By Eduardo Baptista
BEIJING, Dec 3 (Reuters) - China's Zhuque-3 reusable rocket, developed by private firm LandSpace, failed to make a successful landing on Wednesday, but its debut launch has thrust the global race for reusable rockets into the spotlight.
The stainless steel launcher is designed to put satellites into orbit and then fly its main stage back to Earth for a vertical landing - with the aim of using it again.
If LandSpace can make that work consistently, it would become the first Chinese company - and only the third in the world after SpaceX and Blue Origin - to recover the main stage of an orbital rocket for reuse.
Below is the state of play on reusable rocket technology:
SpaceX in the U.S. is so far the only company that has managed to land and fly again the main stage of an orbital rocket. Its Falcon 9 rocket has landed more than 300 times and the company has launched previously flown boosters more than 200 times.
Falcon Heavy, a larger rocket that straps three Falcon 9 cores together, uses the same landing technology.
SpaceX has shown it can land rockets both on pads on land and on ships at sea, turn them around quickly for new missions and fly some boosters as many as 20 times.
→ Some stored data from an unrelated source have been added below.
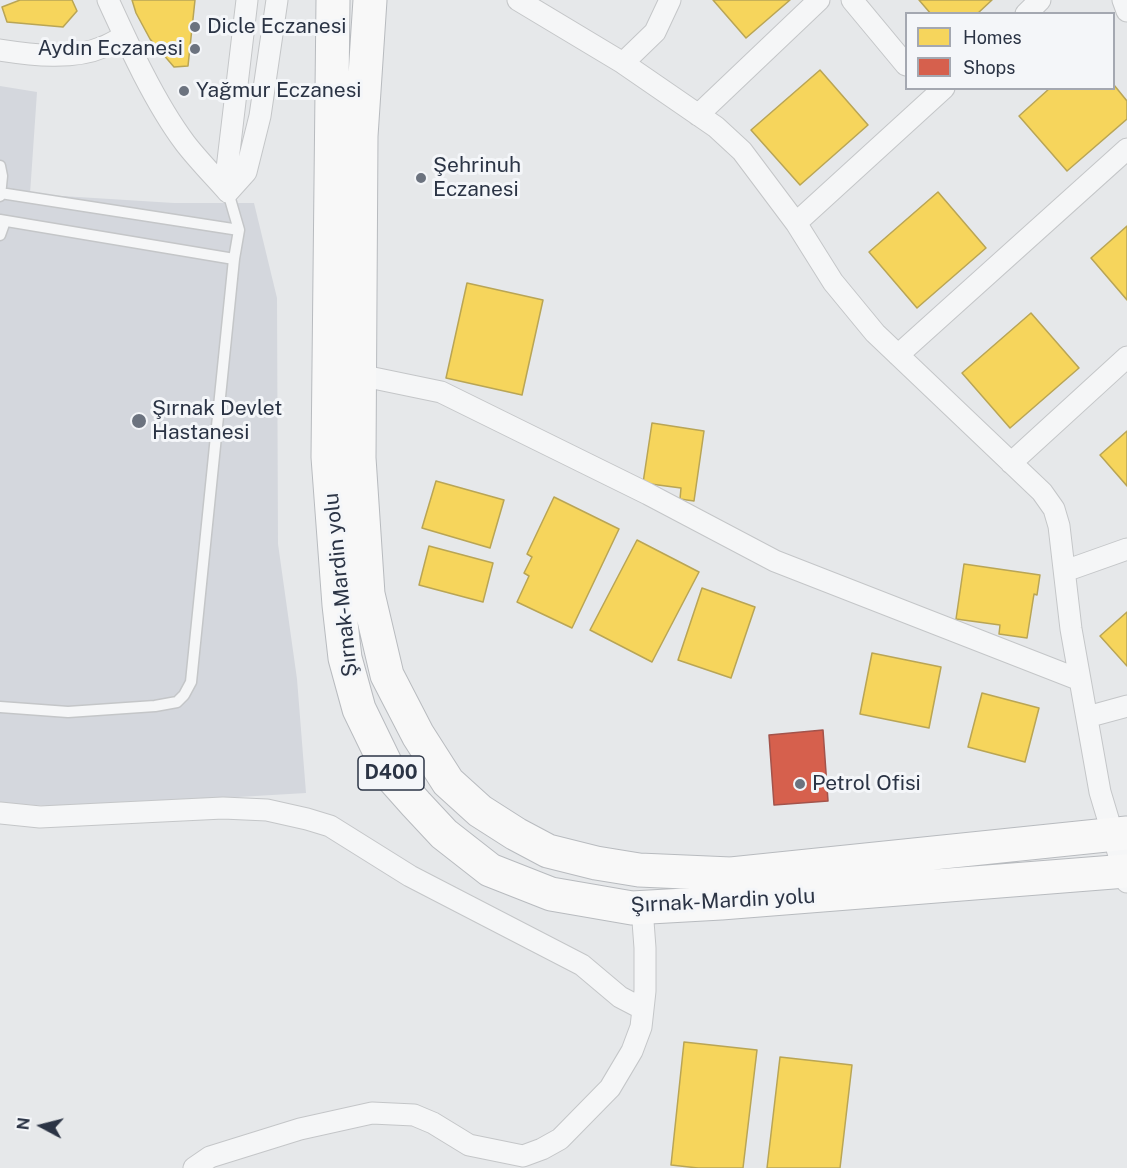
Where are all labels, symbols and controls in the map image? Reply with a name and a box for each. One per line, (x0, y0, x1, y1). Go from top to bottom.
legend (905, 12, 1115, 90)
place label: Dicle Eczanesi (207, 14, 347, 40)
marker: Dicle Eczanesi (188, 20, 202, 34)
text: Homes (963, 27, 1022, 48)
place label: Aydın Eczanesi (38, 36, 183, 62)
marker: Aydın Eczanesi (188, 42, 202, 56)
text: Shops (963, 57, 1015, 78)
place label: Yağmur Eczanesi (196, 78, 362, 104)
marker: Yağmur Eczanesi (177, 84, 191, 98)
place label: Şehrinuh Eczanesi (433, 153, 521, 203)
marker: Şehrinuh Eczanesi (414, 171, 428, 185)
place label: Şırnak Devlet Hastanesi (152, 396, 282, 446)
marker: Şırnak Devlet Hastanesi (130, 412, 148, 430)
street label: Şırnak-Mardin yolu (319, 492, 363, 678)
road number: D400 (358, 756, 424, 790)
place label: Petrol Ofisi (812, 771, 921, 797)
marker: Petrol Ofisi (793, 777, 807, 791)
street label: Şırnak-Mardin yolu (630, 884, 816, 918)
north arrow (12, 1096, 72, 1156)
text: N (13, 1116, 34, 1131)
Rocket Lab, which operates out of the U.S. and New Zealand, has made part of its small Electron rocket reusable. The company has dropped back its first stages under a parachute into the ocean and then used some of the recovered engines on later flights.
It has not yet landed a full first stage under its own power, as SpaceX does, or flown a complete recovered stage again.
BLUE ORIGIN
Jeff Bezos' Blue Origin in the U.S. has developed New Shepard, a rocket that takes paying passengers and experiments briefly into space and then comes back down.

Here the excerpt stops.